Empezamos a platicar. Se llamaba Don Ernesto y había enviudado hacía dos años. Me contó cómo su esposa había sido el amor de su vida y cómo aprendió a vivir solo después de perderla.
—La soledad no es mala —me dijo—. Es solo otra forma de estar acompañado… contigo misma.
Sus palabras me acompañaron durante semanas. Empecé a escribir sobre mis experiencias: las citas fallidas, las expectativas familiares, los miedos y las pequeñas victorias cotidianas. Abrí un blog anónimo y pronto empecé a recibir mensajes de otras mujeres que se sentían igual: presionadas por la familia, juzgadas por la sociedad, pero decididas a buscar su propio camino.
Un día mi mamá encontró el blog por accidente y me llamó llorando.

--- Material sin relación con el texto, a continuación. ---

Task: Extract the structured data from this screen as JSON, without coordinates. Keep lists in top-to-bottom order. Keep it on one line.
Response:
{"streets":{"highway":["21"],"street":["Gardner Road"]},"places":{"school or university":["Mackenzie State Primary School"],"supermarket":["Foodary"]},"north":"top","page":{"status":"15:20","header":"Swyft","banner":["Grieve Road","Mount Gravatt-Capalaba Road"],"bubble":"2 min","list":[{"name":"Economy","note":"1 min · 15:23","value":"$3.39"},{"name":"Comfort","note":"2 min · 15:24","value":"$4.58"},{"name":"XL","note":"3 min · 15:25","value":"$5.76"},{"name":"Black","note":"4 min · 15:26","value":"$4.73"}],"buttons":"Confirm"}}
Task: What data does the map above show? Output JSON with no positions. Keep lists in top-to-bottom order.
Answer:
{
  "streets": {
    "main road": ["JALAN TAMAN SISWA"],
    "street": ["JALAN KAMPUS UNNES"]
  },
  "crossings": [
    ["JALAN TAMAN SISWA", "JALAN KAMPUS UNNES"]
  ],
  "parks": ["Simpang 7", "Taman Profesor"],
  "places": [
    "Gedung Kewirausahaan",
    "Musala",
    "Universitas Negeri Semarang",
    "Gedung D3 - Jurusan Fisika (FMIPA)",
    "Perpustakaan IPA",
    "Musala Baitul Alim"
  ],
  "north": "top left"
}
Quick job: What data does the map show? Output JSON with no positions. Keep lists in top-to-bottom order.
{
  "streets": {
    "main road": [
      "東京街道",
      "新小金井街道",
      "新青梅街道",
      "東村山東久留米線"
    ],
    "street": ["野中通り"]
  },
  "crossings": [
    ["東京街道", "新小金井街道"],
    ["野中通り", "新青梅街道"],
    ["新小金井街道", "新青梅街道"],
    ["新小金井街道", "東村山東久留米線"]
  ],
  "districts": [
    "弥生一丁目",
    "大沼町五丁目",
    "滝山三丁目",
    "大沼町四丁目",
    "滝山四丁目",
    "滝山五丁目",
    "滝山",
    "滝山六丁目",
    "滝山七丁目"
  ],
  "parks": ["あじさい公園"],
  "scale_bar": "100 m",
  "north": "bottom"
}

—No sabía que te sentías así —me dijo—. Perdóname si alguna vez te hice sentir menos por no tener pareja.
Lloramos juntas por teléfono. Por primera vez sentí que podía ser honesta con ella sin miedo al juicio.
La relación con mi familia empezó a cambiar poco a poco. Ya no me preguntaban tanto «¿y tú para cuándo?» sino «¿cómo estás?» o «¿qué proyectos tienes?» Empecé a sentirme más ligera, menos atada a las expectativas ajenas.
Daniel volvió a buscarme meses después. Había ido a terapia y quería intentarlo de nuevo. Dudé mucho antes de aceptar verlo; ya no era la misma Mariela insegura de antes.
Nos encontramos en un café y hablamos durante horas. Esta vez fui clara sobre lo que quería y lo que no estaba dispuesta a tolerar. Daniel parecía diferente, pero yo también lo era: ya no necesitaba una relación para sentirme completa.
No sé si esta historia tiene un final feliz tradicional; todavía estoy aprendiendo a vivir con mis propias reglas y no las de los demás. Pero sí sé que di el paso más difícil: dejar de buscar afuera lo que solo podía encontrar dentro de mí.
A veces me pregunto: ¿cuántas mujeres viven atrapadas entre lo que quieren y lo que esperan de ellas? ¿Cuántas veces nos negamos la felicidad por miedo al qué dirán?
¿Y tú? ¿Te has sentido alguna vez así?